Introducing AWS App Mesh Metrics Extension

Today, we are excited to announce that the AWS App Mesh metrics extension is now generally available. With App Mesh metrics extension, customers can collect, aggregate, and filter App Mesh specific metrics that are meaningful and aid in debugging while benefiting from reduced usage costs. App Mesh metrics extension is available to all customers running workloads on Amazon Elastic Compute Cloud (Amazon EC2), Amazon Elastic Kubernetes Service (Amazon EKS), Amazon Elastic Container Service (Amazon ECS), and self-managed Kubernetes.

AWS App Mesh is a service mesh that makes it easy to monitor and control services. A service mesh is an infrastructure layer dedicated to handling service-to-service communication, usually through an array of lightweight proxies deployed alongside the application code. App Mesh standardizes how your services communicate, giving you end-to-end visibility and helping to ensure high availability for your applications. App Mesh provides consistent visibility and network traffic control for every service in an application. It also simplifies all the aspects of an observability experience, such as logs, metrics, and traces. App Mesh integrates with a variety of logging, monitoring, and tracing technologies. These include Amazon CloudWatch, Prometheus, AWS X-Ray, and Datadog.

In this blog post, we will deploy a sample application onto Amazon ECS that includes App Mesh configuration constructs. These constructs include virtual gateways, routers, services, and nodes.

For conceptual explanations of these constructs, refer to App Mesh User Guide. We will quickly review the built-in metrics generated by Envoy without the metrics extension. You will enable the metrics extension and configure more mesh-aware metrics. Additionally, you will configure filtering rules to collect only newly aggregated metrics, which will improve your experience and reduce the cost of metrics storage.

Current state and enhancements

AWS App Mesh uses a popular open-source service proxy named Envoy to provide fully managed, highly available service-to-service communication. Envoy monitors both upstream and downstream traffic and emits many statistics about its own operations as well as many dimensions of inbound and outbound traffic. These metrics are broadly classified as Upstream, Downstream, and Server (Envoy’s internal status). Visit App Mesh Envoy metrics for additional information and a complete list of Envoy metrics.

Envoy generates hundreds of metrics, each of which is broken into a few dimensions – and has a high degree of cardinality. Dimensions are a collection of data properties that describe items that are relevant to your application, such as envoy.cluster, appmesh.mesh, appmesh.virtual_node, and appmesh.virtual_gateway. These dimensions correspond to the quantitative data you want to monitor—for example, response code, retry rates, error rates, and date—in other words, the ‘keys’ in key:value pairs. Cardinality is a term that refers to the number of distinct values included within a data dimension. It is defined as the intersection of key and values. Thus, appmesh.mesh represents data with a low cardinality rate, but appmesh.virtual_node represents data with a high cardinality.

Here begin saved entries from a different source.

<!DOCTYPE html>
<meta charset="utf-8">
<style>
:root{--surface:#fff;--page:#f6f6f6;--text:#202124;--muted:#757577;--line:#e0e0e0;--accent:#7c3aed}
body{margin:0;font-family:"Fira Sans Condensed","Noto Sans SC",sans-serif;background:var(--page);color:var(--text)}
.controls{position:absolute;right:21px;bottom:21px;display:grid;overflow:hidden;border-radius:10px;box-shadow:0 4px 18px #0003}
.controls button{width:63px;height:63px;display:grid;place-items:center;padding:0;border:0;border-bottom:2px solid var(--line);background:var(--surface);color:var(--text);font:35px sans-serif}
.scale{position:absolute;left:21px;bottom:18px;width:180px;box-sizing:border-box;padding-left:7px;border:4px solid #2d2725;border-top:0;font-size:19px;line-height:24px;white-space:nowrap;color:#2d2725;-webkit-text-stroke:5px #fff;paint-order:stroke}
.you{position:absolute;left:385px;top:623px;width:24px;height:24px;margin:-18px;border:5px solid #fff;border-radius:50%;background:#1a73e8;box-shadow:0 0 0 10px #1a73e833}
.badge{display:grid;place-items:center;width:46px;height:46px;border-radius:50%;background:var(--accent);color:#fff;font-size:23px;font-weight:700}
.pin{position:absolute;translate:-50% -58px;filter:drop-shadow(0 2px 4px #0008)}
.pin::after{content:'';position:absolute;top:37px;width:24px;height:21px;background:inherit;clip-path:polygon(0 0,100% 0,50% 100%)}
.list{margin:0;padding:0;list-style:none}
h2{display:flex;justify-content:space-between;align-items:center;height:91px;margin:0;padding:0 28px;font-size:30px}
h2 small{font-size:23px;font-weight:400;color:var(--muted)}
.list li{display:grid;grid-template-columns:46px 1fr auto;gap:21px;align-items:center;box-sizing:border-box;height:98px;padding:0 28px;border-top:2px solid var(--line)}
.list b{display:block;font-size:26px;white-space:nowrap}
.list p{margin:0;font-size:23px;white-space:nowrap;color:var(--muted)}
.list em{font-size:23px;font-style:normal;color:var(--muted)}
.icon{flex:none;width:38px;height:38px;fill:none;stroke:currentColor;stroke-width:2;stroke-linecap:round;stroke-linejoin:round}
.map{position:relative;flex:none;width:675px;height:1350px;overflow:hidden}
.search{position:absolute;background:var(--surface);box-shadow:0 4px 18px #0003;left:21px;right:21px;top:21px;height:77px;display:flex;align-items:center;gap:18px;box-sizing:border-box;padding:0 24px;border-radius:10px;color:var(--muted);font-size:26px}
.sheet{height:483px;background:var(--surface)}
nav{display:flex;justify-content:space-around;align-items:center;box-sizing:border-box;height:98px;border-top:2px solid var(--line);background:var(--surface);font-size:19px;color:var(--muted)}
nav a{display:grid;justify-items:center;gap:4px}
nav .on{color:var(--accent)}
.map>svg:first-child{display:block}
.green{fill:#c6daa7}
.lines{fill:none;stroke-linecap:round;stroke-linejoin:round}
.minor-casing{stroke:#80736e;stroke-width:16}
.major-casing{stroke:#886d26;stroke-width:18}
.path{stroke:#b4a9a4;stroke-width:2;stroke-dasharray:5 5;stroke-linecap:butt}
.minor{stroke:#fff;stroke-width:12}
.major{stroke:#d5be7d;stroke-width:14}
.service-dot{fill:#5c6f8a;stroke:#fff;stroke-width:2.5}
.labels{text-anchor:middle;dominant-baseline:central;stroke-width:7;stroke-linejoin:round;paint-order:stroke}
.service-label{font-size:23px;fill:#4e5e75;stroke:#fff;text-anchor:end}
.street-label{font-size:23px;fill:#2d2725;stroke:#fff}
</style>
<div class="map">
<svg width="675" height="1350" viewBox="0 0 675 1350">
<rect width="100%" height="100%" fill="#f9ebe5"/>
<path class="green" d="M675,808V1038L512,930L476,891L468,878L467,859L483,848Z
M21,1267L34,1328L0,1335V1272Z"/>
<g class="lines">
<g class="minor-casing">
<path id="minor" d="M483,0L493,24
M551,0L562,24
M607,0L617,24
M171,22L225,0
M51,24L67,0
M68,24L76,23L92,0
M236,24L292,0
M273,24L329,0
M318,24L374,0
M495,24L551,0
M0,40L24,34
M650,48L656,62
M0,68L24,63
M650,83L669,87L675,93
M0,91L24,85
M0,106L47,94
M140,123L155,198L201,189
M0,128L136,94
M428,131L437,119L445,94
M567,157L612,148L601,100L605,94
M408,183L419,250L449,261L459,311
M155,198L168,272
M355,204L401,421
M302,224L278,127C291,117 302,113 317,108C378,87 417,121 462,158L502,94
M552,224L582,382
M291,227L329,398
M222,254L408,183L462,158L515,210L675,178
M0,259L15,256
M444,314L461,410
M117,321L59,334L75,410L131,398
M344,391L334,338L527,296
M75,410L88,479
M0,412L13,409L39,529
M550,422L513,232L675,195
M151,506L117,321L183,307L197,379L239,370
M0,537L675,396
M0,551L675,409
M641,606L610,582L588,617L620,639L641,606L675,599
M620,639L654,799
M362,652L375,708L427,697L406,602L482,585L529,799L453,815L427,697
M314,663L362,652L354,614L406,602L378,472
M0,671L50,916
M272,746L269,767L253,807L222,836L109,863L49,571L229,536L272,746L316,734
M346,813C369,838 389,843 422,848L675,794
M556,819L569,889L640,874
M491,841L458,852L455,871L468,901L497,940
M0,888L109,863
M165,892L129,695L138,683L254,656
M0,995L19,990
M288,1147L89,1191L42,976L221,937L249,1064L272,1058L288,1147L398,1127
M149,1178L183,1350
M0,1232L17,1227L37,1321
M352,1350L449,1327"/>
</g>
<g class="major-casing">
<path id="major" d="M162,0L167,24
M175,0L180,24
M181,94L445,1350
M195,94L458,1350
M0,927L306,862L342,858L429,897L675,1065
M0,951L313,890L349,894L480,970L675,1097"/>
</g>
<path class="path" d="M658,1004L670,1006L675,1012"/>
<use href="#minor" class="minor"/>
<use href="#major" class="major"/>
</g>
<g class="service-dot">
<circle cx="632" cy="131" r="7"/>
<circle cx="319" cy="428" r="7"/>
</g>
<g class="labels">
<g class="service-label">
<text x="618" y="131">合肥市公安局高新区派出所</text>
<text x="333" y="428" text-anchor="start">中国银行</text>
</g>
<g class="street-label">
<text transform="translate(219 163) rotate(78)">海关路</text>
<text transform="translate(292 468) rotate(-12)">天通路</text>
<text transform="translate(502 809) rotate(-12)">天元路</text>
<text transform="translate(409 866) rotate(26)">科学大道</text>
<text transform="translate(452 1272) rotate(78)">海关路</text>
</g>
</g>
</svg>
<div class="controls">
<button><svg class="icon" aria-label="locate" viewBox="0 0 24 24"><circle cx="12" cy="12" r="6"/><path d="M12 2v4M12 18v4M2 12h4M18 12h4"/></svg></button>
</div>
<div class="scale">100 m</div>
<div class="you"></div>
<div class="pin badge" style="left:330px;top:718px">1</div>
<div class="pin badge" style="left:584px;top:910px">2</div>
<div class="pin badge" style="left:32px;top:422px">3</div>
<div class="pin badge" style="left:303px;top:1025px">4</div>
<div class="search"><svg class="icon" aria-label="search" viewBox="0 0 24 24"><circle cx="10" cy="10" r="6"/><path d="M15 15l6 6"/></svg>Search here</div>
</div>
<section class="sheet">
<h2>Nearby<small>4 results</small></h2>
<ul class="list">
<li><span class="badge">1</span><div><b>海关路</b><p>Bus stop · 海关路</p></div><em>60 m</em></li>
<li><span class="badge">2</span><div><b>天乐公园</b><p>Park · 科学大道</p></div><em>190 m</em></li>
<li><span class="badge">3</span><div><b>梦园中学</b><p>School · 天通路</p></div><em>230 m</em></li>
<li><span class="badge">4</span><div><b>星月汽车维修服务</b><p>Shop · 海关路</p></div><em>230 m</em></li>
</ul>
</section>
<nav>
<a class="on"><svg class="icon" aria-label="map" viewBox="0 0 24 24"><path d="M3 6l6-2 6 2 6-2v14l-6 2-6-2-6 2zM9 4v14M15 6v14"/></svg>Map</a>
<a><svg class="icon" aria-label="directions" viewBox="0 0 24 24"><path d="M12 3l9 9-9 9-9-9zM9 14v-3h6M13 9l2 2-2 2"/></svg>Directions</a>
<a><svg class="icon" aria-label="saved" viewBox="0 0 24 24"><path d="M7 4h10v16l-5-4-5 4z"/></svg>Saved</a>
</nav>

The standard built-in metrics generated by Envoy aren’t straightforward in the way they relate back to App Mesh. For example, there is no way to know for sure which virtual service is communicating with a given virtual node or a gateway. App Mesh metrics extension enhances Envoy proxies running in your mesh. This enhancement allows the proxies to generate additional metrics that are aware of the resources you define. This small subset of additional aggregated metrics will help give you insight into the behavior of your App Mesh resources. If you are not already using Envoy metrics in your daily operations, App Mesh metrics extension enables you to leverage a subset of aggregated metrics as a starting point. Additionally, if you prefer using aggregate metrics over the original Envoy metrics, you can benefit from reduced metrics storage and analysis costs.

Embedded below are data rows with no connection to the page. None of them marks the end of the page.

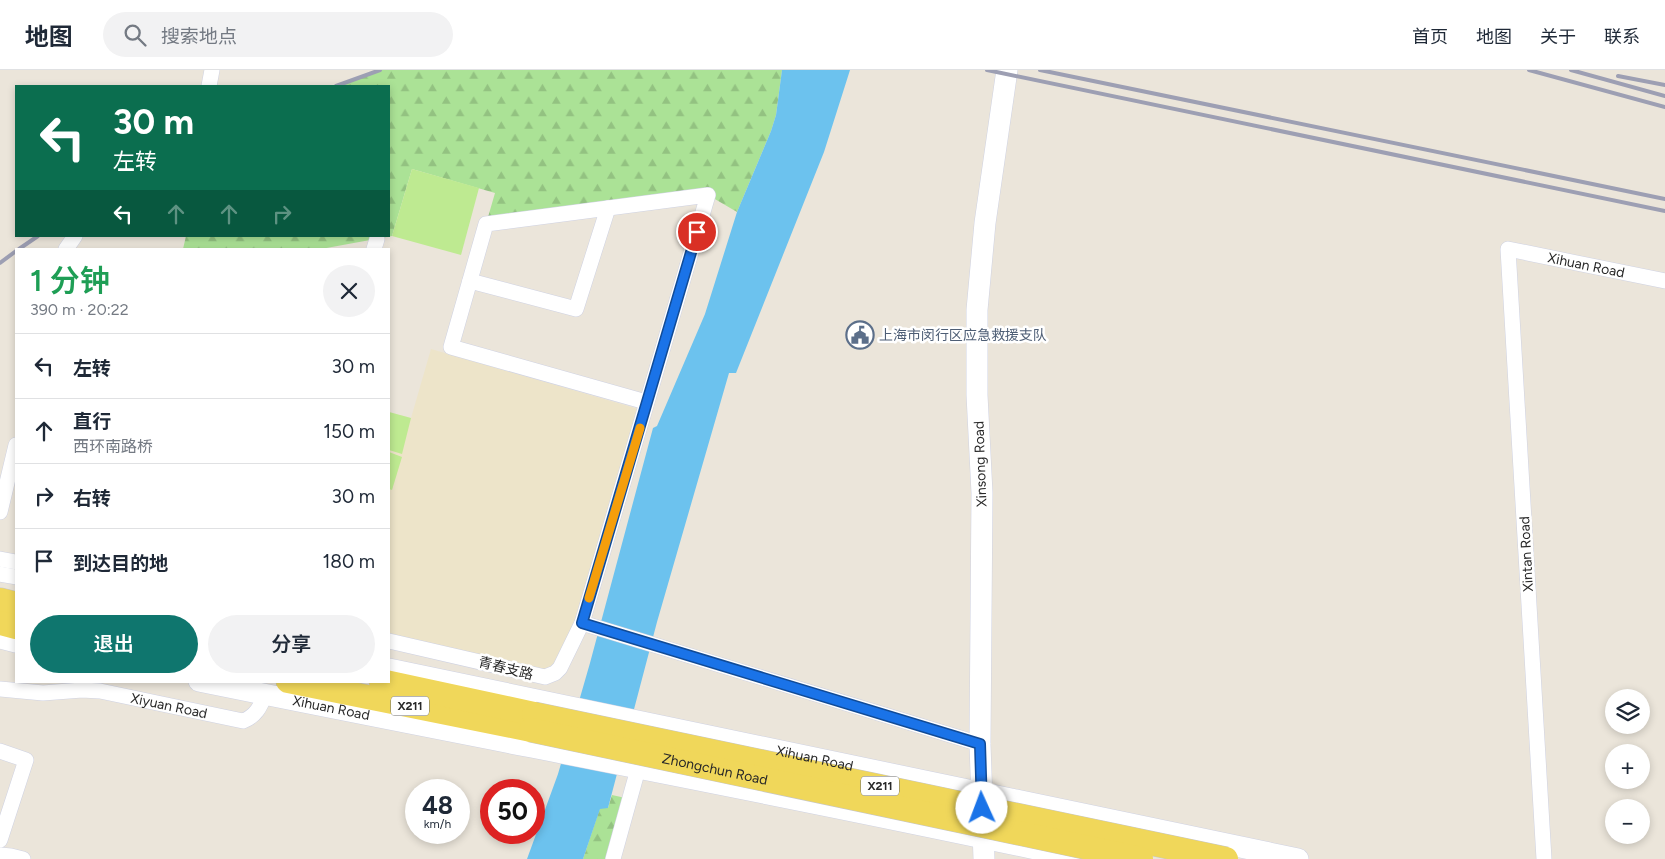 <!DOCTYPE html>
<html lang="zh">
<head>
<meta charset="utf-8">
<style>
  :root { --surface:#fff; --page:#f2f2f3; --text:#1f2937; --muted:#747a83; --line:#e0e1e3; --accent:#0f766e }
  body { margin:0; font-family:Figtree,"Noto Sans SC",sans-serif; background:var(--page); color:var(--text); height:100vh; display:flex; flex-direction:column; font-size:19px; white-space:nowrap }
  * { box-sizing:border-box; margin:0 }
  p { font-size:16px; color:var(--muted) }
  .icon { flex:none; width:28px; height:28px; fill:none; stroke:currentColor; stroke-width:2; stroke-linecap:round; stroke-linejoin:round }
  .map { position:relative; flex:1; overflow:hidden }
  .sheet { position:absolute; left:15px; top:178px; width:375px; height:435px; display:flex; flex-direction:column; background:var(--surface); border-radius:0px; box-shadow:0 2px 8px #0003 }
  .sheet>* { flex:none }
  .hud { position:absolute; left:15px; top:15px; width:375px; height:152px; border-radius:0px; box-shadow:0 2px 8px #0003; background:#0b6e4f; color:#fff; overflow:hidden }
  .tools { position:absolute; left:1605px; top:619px; display:grid; gap:10px }
  .tools a { display:grid; place-items:center; width:45px; height:45px; border-radius:50%; background:var(--surface); box-shadow:0 2px 8px #0003; font-size:25px }
  .speed { position:absolute; left:405px; top:709px; display:flex; gap:10px; font-size:25px; font-weight:700; text-align:center }
  .speed>* { display:grid; place-content:center; width:65px; height:65px; border-radius:50%; background:var(--surface); box-shadow:0 2px 8px #0003; line-height:1 }
  .speed small { font-size:12px; font-weight:400 }
  .speed .limit { border:8px solid #d22; background:#fff; color:#111 }
  .pin { position:absolute; display:grid; place-items:center; width:42px; height:42px; color:#fff; margin:-21px; border:2px solid #fff; border-radius:50%; box-shadow:0 1px 5px #0007 }
  .me { position:absolute; width:55px; margin:-28px; rotate:358deg; stroke-linejoin:round; filter:drop-shadow(0 0 4px #0008) }
  .turn { display:flex; align-items:center; gap:18px; height:105px; padding:0 15px; font-size:22px }
  .turn .icon { width:65px; height:65px; stroke-width:2.5 }
  .turn b { display:block; font-size:35px; line-height:42px }
  .lanes { display:flex; align-items:center; height:48px; padding:0 15px; background:#0003; justify-content:center; gap:25px; direction:ltr }
  .lanes .off { opacity:.35 }
  .round { display:grid; place-items:center; flex:none; width:52px; height:52px; border-radius:26px; background:var(--page) }
  .headline { display:flex; align-items:center; justify-content:space-between; height:85px; padding:0 15px }
  h1 { font-size:30px; font-weight:600; line-height:38px; color:#1e9e55 }
  .primary-button { display:flex; gap:10px; margin-top:auto; padding:10px 15px }
  .primary-button a { flex:1; height:58px; border-radius:30px; background:var(--accent); color:#fff; font-size:20px; font-weight:600; line-height:58px; text-align:center }
  .primary-button a+a { background:var(--page); color:var(--text) }
  ul { padding:0; list-style:none }
  li { display:flex; align-items:center; gap:15px; height:65px; padding:0 15px; border-top:1px solid var(--line) }
  li div { flex:1 }
  li b { display:block; font-size:19px }
  li em { font-style:normal }
  header { display:flex; align-items:center; gap:30px; box-sizing:border-box; height:70px; padding:0 25px; background:var(--surface); border-bottom:1px solid var(--line) }
  header strong { font-size:24px }
  nav { display:flex; gap:28px; margin-inline-start:auto; font-size:18px }
  .search { width:350px; height:45px; background:var(--page); display:flex; align-items:center; gap:12px; box-sizing:border-box; padding:0 18px; border-radius:28px; color:var(--muted); font-size:19px }
  .map>svg:first-child { display:block }
</style>
</head>
<body>
<header>
<strong>地图</strong>
<div class="search"><svg class="icon" aria-label="search" viewBox="0 0 24 24"><circle cx="10" cy="10" r="6"/><path d="M15 15l6 6"/></svg>搜索地点</div>
<nav><a>首页</a><a>地图</a><a>关于</a><a>联系</a></nav>
</header>
<div class="map">
<svg width="1665" height="789" viewBox="0 0 1665 789">
  <defs>
    <pattern id="forest-firs" width="22" height="20" patternUnits="userSpaceOnUse" patternTransform="scale(1.25)"><rect width="22" height="20" fill="#abe296"/><path d="M5 1l3.5 6h-7zM16 11l3.5 6h-7z" fill="#93c281"/></pattern>
  </defs>
  <rect width="100%" height="100%" fill="#ebe5da"/>
  <polygon fill="#ede4c9" points="431,279 645,341 582,553 555,603 389,571 389,342 411,348"/>
  <g fill="url(#forest-firs)">
    <polygon points="380,0 782,0 776,45 771,61 737,142 708,125 486,154 495,123 412,99 392,166 321,179 183,179 186,166 389,166 389,16 336,16"/>
    <polygon points="612,725 630,729 613,789 583,789 600,738 608,738"/>
  </g>
  <g fill="#beea91">
    <polygon points="412,99 479,118 461,185 392,166"/>
    <polygon points="389,342 411,348 402,384 389,380"/>
    <polygon points="389,382 402,387 392,420 389,419"/>
  </g>
  <polygon fill="#6cc2ee" points="782,0 850,0 824,82 736,303 729,303 657,552 608,738 600,739 583,789 527,789 558,704 590,593 653,358 657,356 705,244 737,142 771,61 776,45"/>
  <g fill="none" stroke-linecap="round" stroke-linejoin="round">
    <g stroke="#cfd2e2" stroke-width="16">
      <g id="minor">
        <polyline points="209,16 212,0"/>
        <polyline points="66,179 75,166"/>
        <polyline points="374,179 377,169"/>
        <polyline points="470,211 576,239 608,138"/>
        <polyline points="0,442 16,375"/>
        <polyline points="0,489 16,492"/>
        <polyline points="0,504 16,507"/>
        <polyline points="582,553 708,125 486,154 451,277 646,332"/>
        <polyline points="389,571 545,607 555,603 560,598 582,553 980,674"/>
        <path id="s1" d="M0,619L43,623L82,620L100,621L243,651C256,646 260,637 265,625"/>
        <polyline points="0,681 26,690 0,770"/>
        <polyline points="0,785 11,786 23,789"/>
        <polyline points="613,789 638,699"/>
        <path id="s2" d="M1544,789L1508,179L1665,211"/>
      </g>
    </g>
    <g stroke="#cfd2e2" stroke-width="22">
      <g id="secondary">
        <polyline points="0,568 16,572"/>
        <path id="s3" d="M389,599L1298,789"/>
        <path id="s4" d="M199,611C493,671 789,725 1082,789"/>
        <polyline points="984,789 980,674 982,423 977,325 977,240 985,153 1007,0"/>
      </g>
    </g>
    <g stroke="#c7c7c7" stroke-width="25">
      <g id="primary">
        <polyline points="0,530 16,534"/>
        <polyline points="0,553 16,557"/>
        <polyline points="288,611 531,660"/>
        <polyline points="381,611 534,644"/>
      </g>
    </g>
    <use href="#minor" stroke="#fff" stroke-width="15"/>
    <use href="#secondary" stroke="#fff" stroke-width="21"/>
    <use href="#primary" stroke="#f0d75a" stroke-width="24"/>
    <g stroke="#9d9fb3" stroke-width="4">
      <polyline points="987,0 1665,141"/>
      <polyline points="1040,0 1665,129"/>
      <polyline points="1529,0 1665,37"/>
      <polyline points="1571,0 1665,26"/>
      <polyline points="1618,6 1665,15"/>
      <polyline points="336,16 380,0"/>
      <polyline points="19,179 38,166"/>
      <polyline points="0,193 16,181"/>
    </g>
    <g stroke="#c7c7c7" stroke-width="25" stroke-linecap="butt">
      <g id="primary-bridge">
        <polyline points="534,644 1226,789"/>
        <path id="s5" d="M531,660L1141,789"/>
      </g>
    </g>
    <use href="#primary-bridge" stroke="#f0d75a" stroke-width="24"/>
  </g>
  <g fill="none" stroke-linecap="round" stroke-linejoin="round">
    <g stroke="#114b97" stroke-width="12">
      <polyline id="route" points="697,162 582,553 980,674 982,738"/>
    </g>
    <use href="#route" stroke="#1a73e8" stroke-width="9"/>
    <polyline stroke="#f59e0b" stroke-width="9" points="589,528 640,358"/>
  </g>
  <defs>
    <g id="civic-ring" transform="scale(1.4375)"><circle r="9.5" fill="#fff" stroke="#5c6f8a" stroke-width="1.5"/><path d="M-.6-6.5H3V-4.5H.6V-3L4-1V1h2V6H-6V1h2V-1L-.6-3ZM-1.2 2.5V6h2.4V2.5Z" fill="#5c6f8a"/></g>
  </defs>
  <g fill-rule="evenodd">
    <use href="#civic-ring" x="860" y="265"/>
  </g>
  <g text-anchor="middle" stroke-width="5" stroke-linejoin="round" paint-order="stroke">
    <g fill="#fff" stroke="#686868" stroke-width="1">
      <rect x="391" y="626.5" width="38" height="19" rx="4"/>
      <rect x="861" y="706.5" width="38" height="19" rx="4"/>
    </g>
    <g font-size="12" font-weight="bold" fill="#282828">
      <text x="410" y="640">X211</text>
      <text x="880" y="720">X211</text>
    </g>
    <g font-size="14" fill="#282828" stroke="#fff">
      <text dy="5" stroke="none"><textPath href="#s2" startOffset="691">Xihuan Road</textPath></text>
      <text transform="translate(980 394) rotate(-92)" y="5">Xinsong Road</text>
      <text transform="translate(1526 484) rotate(-93)" y="5">Xintan Road</text>
      <text transform="translate(506 598) rotate(14)" y="5">青春支路</text>
      <text dy="5" stroke="none"><textPath href="#s1" startOffset="171">Xiyuan Road</textPath></text>
      <text dy="5" stroke="none"><textPath href="#s4" startOffset="135">Xihuan Road</textPath></text>
      <text dy="5" stroke="none"><textPath href="#s3" startOffset="435">Xihuan Road</textPath></text>
      <text dy="5" stroke="none"><textPath href="#s5" startOffset="188">Zhongchun Road</textPath></text>
    </g>
    <g font-size="14" fill="#4e5e75" stroke="#fff" text-anchor="start">
      <text x="879" y="270">上海市闵行区应急救援支队</text>
    </g>
  </g>
</svg>
<div class="tools">
<a><svg class="icon" aria-label="layers" viewBox="0 0 24 24"><path d="M12 4l9 5-9 5-9-5zM3 14l9 5 9-5"/></svg></a>
<a>+</a>
<a>−</a>
</div>
<div class="speed"><div>48<small>km/h</small></div><div class="limit">50</div></div>
<div class="pin" style="left:697px;top:162px;background:#d93025"><svg class="icon" aria-label="arrive" viewBox="0 0 24 24"><path d="M6 21V4h12l-3 4 3 4H6"/></svg></div>
<svg class="me" style="left:982px;top:738px" viewBox="-20 -20 40 40"><circle r="19" fill="#fff"/><path d="M0-13L10 11 0 6-10 11z" fill="#1a73e8"/></svg>
<div class="hud">
<div class="turn"><svg class="icon" aria-label="left" viewBox="0 0 24 24"><path d="M17 20v-9H6M10 6l-5 5 5 5"/></svg><div><b>30 m</b>左转</div></div>
<div class="lanes"><svg class="icon" aria-label="left" viewBox="0 0 24 24"><path d="M17 20v-9H6M10 6l-5 5 5 5"/></svg><svg class="icon off" aria-label="ahead" viewBox="0 0 24 24"><path d="M12 20V5M6 11l6-6 6 6"/></svg><svg class="icon off" aria-label="ahead" viewBox="0 0 24 24"><path d="M12 20V5M6 11l6-6 6 6"/></svg><svg class="icon off" aria-label="right" viewBox="0 0 24 24"><path d="M7 20v-9h11M14 6l5 5-5 5"/></svg></div>
</div>
<section class="sheet">
<div class="headline"><div><h1>1 分钟</h1><p>390 m · 20:22</p></div><a class="round"><svg class="icon" aria-label="close" viewBox="0 0 24 24"><path d="M6 6l12 12M18 6L6 18"/></svg></a></div>
<ul>
<li><svg class="icon" aria-label="left" viewBox="0 0 24 24"><path d="M17 20v-9H6M10 6l-5 5 5 5"/></svg><div><b>左转</b></div><em>30 m</em></li>
<li><svg class="icon" aria-label="ahead" viewBox="0 0 24 24"><path d="M12 20V5M6 11l6-6 6 6"/></svg><div><b>直行</b><p>西环南路桥</p></div><em>150 m</em></li>
<li><svg class="icon" aria-label="right" viewBox="0 0 24 24"><path d="M7 20v-9h11M14 6l5 5-5 5"/></svg><div><b>右转</b></div><em>30 m</em></li>
<li><svg class="icon" aria-label="arrive" viewBox="0 0 24 24"><path d="M6 21V4h12l-3 4 3 4H6"/></svg><div><b>到达目的地</b></div><em>180 m</em></li>
</ul>
<div class="primary-button"><a>退出</a><a>分享</a></div>
</section>
</div>
</body>
</html>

To review the complete list of new metrics, visit the App Mesh metrics extension user guide. The App Mesh Envoy image must be at least version v1.19.1.1 in order to use the metrics extension. Refer to App Mesh documentation for instructions on how to upgrade the Envoy proxy.

Demo application overview

We’ll be launching a basic Amazon ECS-based application called “The DJ App” in this walkthrough. It is a simple application with the purpose of demonstrating how to use App Mesh metrics extension by example, without becoming a distraction in itself. It is utilized across the AWS App Mesh examples GitHub repository, allowing you to explore the content and preserve context for these demos. Additionally, the following walkthroughs are already included in the examples repo.

In the following diagram, you can see an illustration of a DJ App deployed with App Mesh in the namespace howto-metrics-extension. With this configuration, you can utilize App Mesh features such as metrics collection. Requests to the microservices are routed through an Envoy proxy, and the metrics gathered by Envoy proxies running alongside each microservice are sent to CloudWatch under the howto-metrics-extension namespace. To learn more about App Mesh mesh constructs and setup in detail, you can refer to the App Mesh user guide.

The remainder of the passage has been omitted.